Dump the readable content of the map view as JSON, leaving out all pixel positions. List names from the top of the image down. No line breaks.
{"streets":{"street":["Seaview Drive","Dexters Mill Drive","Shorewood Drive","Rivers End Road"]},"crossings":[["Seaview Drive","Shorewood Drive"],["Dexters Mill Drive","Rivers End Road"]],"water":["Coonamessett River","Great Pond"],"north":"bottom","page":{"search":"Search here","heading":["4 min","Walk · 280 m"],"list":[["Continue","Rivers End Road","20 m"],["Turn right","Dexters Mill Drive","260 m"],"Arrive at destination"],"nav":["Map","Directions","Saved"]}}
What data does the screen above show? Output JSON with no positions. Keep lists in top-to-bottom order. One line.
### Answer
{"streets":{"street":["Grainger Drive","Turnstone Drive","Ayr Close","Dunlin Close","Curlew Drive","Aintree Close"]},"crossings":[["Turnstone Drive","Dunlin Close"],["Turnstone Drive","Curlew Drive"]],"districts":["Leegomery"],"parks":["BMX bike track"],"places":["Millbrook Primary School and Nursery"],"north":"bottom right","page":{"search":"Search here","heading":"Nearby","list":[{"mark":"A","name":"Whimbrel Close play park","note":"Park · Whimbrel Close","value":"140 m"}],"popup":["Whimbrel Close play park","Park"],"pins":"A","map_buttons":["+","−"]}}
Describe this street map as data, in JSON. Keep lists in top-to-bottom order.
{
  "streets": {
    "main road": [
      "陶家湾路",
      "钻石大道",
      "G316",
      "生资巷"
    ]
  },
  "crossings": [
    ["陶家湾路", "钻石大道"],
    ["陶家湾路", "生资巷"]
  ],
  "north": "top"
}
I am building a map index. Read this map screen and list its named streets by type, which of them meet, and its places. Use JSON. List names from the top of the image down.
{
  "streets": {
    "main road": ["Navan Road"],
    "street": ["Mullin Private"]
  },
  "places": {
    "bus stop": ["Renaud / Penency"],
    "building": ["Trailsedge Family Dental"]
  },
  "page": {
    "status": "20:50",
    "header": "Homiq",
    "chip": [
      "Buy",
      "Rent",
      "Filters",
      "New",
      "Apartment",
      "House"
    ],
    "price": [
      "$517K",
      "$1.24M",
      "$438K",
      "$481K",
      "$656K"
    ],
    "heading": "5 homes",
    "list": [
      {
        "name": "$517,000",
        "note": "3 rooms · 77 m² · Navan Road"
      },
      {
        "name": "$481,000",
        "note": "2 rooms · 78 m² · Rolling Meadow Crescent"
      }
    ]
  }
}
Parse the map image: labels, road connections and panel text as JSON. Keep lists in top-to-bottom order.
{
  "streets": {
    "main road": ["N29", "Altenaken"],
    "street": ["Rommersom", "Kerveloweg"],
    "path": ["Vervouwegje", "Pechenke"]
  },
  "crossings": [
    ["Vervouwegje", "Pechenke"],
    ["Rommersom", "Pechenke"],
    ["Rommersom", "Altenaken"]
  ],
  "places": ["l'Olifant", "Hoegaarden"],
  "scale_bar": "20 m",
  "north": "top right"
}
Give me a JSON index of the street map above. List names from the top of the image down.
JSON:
________________________
> [Prompt]: What number of lines in the data contain the word "above"? Give the number and nothing else.

> [Finished task]: 2